§ **Problem requirements**
Scan the entries below. Report each line where the string "center" occurs.

——

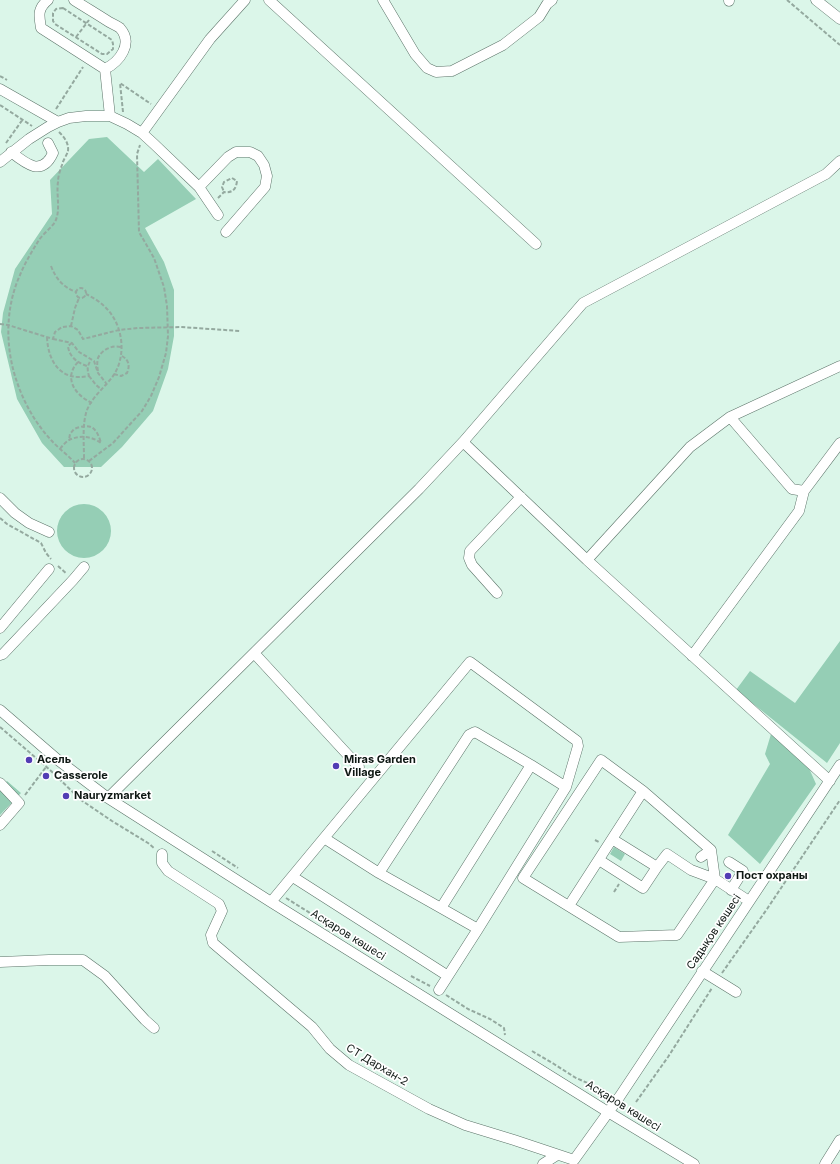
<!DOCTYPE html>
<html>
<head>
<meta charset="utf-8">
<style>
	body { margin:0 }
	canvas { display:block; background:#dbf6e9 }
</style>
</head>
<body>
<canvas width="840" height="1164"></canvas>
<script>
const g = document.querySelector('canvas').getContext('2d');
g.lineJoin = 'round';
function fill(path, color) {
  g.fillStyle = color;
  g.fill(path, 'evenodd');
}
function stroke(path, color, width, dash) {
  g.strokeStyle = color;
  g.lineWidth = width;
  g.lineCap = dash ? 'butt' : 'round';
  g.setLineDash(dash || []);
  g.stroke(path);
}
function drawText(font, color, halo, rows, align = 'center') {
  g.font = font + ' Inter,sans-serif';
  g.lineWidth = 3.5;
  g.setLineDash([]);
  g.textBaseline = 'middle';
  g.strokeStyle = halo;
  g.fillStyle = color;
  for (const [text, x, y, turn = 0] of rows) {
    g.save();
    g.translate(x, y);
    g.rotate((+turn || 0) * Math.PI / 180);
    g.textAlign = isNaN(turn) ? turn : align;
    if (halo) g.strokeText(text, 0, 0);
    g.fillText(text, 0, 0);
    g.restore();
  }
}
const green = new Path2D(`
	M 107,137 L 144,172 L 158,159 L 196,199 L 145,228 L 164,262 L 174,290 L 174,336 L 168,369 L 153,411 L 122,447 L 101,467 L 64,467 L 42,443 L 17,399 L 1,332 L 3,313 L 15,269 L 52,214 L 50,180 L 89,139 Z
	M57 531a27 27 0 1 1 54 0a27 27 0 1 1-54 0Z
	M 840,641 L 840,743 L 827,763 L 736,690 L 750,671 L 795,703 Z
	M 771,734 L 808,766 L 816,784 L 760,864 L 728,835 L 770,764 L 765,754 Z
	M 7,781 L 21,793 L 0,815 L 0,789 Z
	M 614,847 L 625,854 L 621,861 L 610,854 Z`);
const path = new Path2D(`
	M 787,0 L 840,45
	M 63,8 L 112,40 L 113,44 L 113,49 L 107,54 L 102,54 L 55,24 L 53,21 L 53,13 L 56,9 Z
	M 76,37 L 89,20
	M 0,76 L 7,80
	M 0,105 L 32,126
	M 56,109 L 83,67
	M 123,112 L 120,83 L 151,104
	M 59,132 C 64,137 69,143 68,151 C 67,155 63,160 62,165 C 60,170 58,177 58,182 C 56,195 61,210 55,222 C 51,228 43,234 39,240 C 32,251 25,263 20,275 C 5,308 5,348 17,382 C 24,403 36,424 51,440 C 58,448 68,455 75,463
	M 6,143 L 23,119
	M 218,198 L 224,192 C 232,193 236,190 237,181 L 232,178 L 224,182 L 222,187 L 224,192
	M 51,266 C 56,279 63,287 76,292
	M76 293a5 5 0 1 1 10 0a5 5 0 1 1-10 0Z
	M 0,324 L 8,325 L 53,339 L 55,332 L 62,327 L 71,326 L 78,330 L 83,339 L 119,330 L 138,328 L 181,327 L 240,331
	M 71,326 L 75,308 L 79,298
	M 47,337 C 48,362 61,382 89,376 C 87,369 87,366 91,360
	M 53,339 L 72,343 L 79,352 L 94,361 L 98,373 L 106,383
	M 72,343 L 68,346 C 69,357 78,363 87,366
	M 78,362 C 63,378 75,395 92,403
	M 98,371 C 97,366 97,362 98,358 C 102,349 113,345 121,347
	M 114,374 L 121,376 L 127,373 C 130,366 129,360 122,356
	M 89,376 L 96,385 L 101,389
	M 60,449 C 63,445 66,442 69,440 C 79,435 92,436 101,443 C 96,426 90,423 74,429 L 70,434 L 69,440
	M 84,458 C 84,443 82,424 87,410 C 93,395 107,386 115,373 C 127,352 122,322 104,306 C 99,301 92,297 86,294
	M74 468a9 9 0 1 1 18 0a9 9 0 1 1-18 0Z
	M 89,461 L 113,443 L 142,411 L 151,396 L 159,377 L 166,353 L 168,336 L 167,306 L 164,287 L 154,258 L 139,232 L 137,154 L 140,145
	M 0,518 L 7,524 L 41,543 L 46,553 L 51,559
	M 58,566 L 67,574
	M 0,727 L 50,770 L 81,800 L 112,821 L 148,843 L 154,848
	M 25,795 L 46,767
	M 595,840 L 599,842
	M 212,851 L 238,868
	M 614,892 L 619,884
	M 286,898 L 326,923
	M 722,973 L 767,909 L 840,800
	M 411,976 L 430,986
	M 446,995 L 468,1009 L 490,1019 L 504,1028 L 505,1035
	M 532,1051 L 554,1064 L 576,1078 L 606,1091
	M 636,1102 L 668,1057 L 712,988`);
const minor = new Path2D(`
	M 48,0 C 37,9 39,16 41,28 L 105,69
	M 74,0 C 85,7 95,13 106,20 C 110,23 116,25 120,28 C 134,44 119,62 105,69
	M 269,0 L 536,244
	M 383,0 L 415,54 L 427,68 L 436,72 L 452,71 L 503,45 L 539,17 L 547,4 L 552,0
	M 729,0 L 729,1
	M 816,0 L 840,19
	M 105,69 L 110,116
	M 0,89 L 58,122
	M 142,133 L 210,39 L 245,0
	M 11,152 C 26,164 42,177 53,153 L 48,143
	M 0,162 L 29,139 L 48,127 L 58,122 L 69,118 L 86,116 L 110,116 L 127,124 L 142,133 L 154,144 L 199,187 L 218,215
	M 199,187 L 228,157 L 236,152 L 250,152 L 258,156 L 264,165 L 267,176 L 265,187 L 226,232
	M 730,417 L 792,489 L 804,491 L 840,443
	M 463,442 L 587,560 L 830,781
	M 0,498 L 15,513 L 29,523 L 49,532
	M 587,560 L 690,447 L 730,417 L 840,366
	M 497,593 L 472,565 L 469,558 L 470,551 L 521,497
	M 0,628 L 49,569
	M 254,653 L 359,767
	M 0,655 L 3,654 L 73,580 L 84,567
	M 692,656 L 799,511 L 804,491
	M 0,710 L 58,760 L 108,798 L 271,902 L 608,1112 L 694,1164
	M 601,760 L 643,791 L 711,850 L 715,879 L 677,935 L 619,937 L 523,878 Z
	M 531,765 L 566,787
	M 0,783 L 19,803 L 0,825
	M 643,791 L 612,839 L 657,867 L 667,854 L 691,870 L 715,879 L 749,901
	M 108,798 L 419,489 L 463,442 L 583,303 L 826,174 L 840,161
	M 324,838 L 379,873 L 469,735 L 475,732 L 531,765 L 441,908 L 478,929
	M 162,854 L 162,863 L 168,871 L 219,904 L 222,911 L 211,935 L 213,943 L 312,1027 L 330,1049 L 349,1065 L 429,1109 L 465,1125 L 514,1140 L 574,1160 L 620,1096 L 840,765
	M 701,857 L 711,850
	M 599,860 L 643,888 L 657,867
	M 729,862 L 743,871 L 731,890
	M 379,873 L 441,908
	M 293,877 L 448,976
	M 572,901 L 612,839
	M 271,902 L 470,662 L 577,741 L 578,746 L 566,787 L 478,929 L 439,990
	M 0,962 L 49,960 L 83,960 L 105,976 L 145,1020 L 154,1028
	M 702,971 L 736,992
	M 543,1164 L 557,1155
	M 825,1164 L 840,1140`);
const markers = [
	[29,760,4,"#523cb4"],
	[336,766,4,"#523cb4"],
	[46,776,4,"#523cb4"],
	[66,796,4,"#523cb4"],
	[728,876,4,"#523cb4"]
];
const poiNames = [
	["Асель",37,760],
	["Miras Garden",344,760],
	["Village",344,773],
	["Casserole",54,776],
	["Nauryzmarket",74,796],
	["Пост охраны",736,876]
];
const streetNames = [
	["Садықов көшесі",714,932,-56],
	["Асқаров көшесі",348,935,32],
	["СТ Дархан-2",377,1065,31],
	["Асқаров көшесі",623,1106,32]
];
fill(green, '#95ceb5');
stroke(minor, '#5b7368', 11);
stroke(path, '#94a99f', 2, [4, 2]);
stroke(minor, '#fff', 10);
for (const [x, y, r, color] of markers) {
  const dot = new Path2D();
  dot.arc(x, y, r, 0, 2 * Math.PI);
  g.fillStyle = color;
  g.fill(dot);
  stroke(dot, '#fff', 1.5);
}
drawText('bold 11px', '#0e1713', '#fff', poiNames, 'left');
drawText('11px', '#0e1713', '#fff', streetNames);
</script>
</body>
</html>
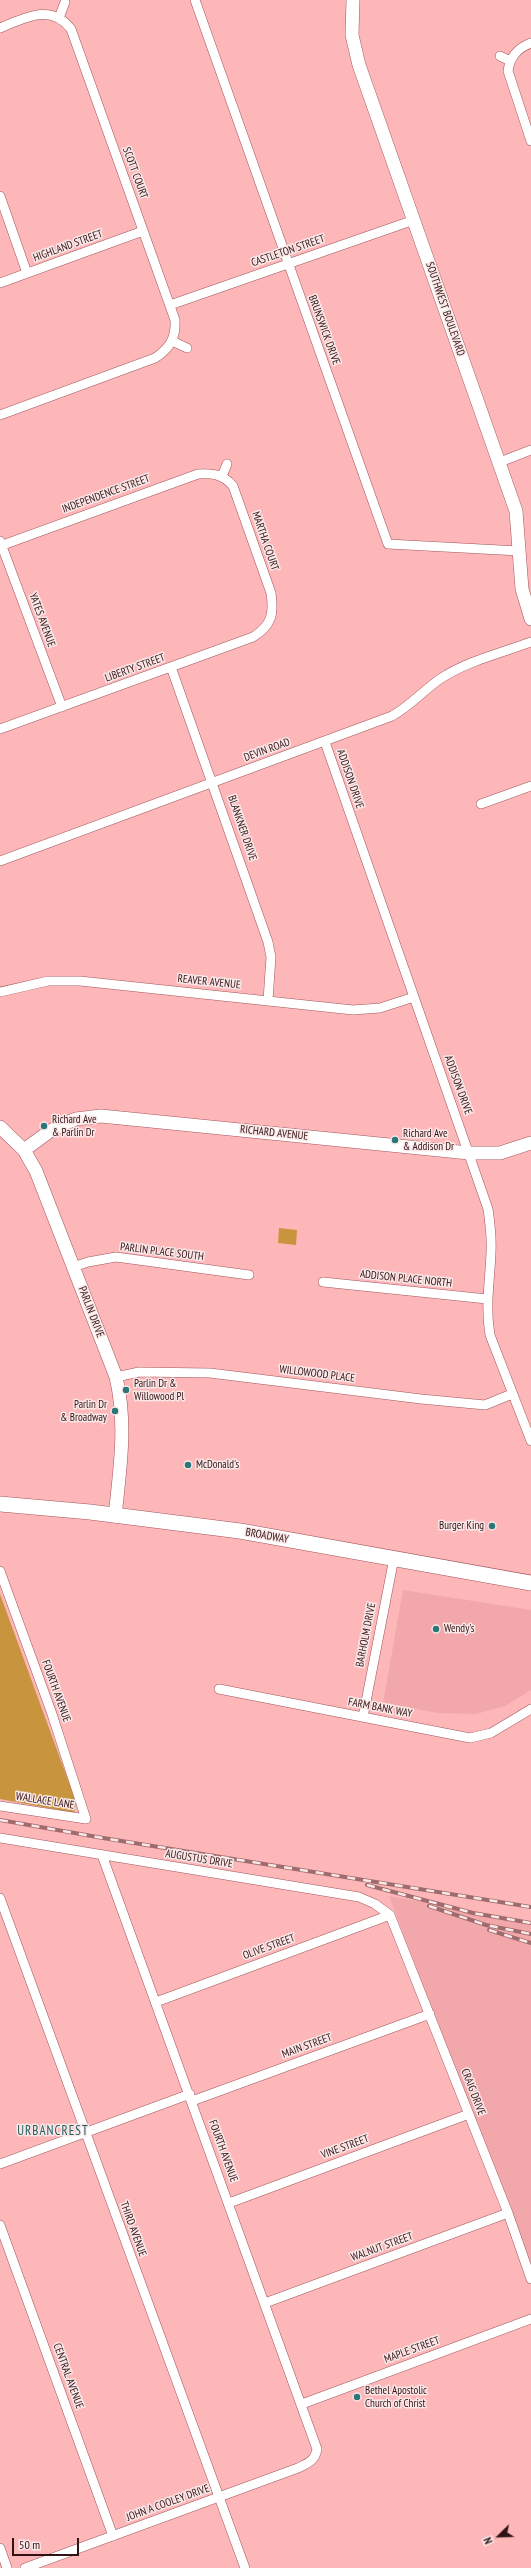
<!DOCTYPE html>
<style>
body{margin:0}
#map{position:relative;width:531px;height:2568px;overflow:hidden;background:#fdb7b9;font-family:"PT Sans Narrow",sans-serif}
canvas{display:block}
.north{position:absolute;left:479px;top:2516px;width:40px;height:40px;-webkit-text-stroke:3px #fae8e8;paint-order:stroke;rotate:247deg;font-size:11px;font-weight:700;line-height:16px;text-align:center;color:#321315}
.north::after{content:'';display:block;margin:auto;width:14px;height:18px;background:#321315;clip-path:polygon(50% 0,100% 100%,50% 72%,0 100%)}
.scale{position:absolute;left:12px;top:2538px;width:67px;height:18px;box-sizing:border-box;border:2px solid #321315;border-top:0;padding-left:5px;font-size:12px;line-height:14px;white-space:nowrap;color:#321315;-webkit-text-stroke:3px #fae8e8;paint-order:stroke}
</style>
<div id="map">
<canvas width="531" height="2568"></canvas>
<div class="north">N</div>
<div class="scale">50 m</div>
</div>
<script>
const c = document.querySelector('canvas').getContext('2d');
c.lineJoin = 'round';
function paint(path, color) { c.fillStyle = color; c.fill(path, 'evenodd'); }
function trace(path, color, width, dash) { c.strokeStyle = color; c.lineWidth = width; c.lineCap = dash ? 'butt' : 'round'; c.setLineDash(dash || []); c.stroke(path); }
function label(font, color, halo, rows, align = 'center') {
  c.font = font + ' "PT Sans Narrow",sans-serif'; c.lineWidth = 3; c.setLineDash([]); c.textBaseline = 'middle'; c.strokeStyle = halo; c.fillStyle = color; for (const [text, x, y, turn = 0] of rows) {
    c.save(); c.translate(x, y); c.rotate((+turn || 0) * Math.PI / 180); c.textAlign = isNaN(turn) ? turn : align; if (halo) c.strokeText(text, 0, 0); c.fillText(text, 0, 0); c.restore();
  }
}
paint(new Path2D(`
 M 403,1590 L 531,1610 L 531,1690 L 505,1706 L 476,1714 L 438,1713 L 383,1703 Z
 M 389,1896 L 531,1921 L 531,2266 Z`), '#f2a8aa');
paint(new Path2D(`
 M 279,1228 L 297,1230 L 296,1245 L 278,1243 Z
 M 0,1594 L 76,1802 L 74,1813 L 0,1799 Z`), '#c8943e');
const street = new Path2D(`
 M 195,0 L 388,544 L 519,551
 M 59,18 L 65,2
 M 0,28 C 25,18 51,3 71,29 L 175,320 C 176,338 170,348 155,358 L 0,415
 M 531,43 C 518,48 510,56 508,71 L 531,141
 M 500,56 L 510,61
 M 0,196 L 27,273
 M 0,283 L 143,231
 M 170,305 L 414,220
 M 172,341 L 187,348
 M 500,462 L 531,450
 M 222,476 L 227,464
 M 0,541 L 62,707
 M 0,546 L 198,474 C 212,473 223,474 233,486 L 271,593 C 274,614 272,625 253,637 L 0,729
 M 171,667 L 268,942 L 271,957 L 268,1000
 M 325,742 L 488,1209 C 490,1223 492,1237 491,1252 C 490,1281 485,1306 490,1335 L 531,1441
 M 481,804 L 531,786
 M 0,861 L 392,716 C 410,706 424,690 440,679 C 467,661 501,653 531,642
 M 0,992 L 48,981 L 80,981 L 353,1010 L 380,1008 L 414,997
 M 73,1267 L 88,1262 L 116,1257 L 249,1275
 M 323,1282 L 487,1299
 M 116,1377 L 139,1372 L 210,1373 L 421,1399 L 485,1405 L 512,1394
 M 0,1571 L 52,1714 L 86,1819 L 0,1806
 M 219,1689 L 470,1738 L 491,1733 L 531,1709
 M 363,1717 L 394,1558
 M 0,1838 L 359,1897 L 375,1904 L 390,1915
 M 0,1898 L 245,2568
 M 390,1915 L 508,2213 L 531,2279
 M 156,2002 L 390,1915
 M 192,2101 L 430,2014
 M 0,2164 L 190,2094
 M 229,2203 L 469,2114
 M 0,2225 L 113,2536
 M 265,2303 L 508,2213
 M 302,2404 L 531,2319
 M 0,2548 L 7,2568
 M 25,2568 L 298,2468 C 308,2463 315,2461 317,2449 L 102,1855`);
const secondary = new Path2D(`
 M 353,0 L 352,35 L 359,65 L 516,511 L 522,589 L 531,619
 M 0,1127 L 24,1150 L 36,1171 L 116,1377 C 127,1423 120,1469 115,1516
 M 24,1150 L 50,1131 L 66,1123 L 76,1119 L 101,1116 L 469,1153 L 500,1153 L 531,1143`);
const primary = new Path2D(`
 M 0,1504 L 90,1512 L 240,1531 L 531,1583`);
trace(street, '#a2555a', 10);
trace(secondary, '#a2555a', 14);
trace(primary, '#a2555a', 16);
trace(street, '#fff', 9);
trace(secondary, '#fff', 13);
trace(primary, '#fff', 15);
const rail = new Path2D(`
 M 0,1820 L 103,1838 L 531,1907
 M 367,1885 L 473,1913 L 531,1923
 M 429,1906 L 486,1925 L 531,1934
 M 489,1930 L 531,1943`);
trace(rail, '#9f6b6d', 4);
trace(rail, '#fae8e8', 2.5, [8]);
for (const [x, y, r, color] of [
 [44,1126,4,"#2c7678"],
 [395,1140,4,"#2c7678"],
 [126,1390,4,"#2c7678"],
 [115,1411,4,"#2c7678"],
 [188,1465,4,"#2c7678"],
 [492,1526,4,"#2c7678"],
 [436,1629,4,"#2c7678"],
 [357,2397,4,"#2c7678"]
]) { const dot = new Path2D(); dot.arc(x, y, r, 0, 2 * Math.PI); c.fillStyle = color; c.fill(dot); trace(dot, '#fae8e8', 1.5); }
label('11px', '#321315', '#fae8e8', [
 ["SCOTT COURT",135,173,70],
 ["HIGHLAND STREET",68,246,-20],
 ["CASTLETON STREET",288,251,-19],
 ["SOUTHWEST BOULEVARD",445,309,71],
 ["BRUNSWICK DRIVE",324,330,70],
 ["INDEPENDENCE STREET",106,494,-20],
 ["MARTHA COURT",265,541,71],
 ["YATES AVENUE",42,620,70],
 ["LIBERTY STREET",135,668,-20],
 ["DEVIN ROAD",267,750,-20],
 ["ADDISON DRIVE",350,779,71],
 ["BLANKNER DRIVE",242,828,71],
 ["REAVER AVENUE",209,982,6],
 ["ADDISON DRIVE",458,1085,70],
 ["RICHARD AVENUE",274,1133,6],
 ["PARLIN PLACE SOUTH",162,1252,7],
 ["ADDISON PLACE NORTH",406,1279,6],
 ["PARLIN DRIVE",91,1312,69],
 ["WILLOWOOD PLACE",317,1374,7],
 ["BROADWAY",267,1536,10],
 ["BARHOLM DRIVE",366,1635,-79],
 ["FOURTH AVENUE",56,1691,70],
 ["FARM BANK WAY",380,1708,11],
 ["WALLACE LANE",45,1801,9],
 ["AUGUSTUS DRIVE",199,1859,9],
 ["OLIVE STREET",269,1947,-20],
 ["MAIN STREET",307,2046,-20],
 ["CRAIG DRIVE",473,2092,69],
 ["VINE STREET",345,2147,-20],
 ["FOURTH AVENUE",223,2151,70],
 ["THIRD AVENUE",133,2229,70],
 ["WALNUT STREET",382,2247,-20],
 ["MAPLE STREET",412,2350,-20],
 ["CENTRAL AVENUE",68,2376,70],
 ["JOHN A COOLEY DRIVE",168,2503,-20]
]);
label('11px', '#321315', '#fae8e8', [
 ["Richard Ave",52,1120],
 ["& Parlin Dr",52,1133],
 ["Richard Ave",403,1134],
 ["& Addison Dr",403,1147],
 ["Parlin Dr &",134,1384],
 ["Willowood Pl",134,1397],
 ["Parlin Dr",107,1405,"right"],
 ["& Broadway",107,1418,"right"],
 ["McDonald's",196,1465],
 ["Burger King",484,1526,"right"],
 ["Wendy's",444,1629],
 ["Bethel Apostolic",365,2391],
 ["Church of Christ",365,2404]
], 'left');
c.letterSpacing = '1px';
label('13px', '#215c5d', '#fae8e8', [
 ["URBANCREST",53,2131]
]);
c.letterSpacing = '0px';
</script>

——

§ **Response area**
function drawText(font, color, halo, rows, align = 'center') {
.north{position:absolute;left:479px;top:2516px;width:40px;height:40px;-webkit-text-stroke:3px #fae8e8;paint-order:stroke;rotate:247deg;font-size:11px;font-weight:700;line-height:16px;text-align:center;color:#321315}
function label(font, color, halo, rows, align = 'center') {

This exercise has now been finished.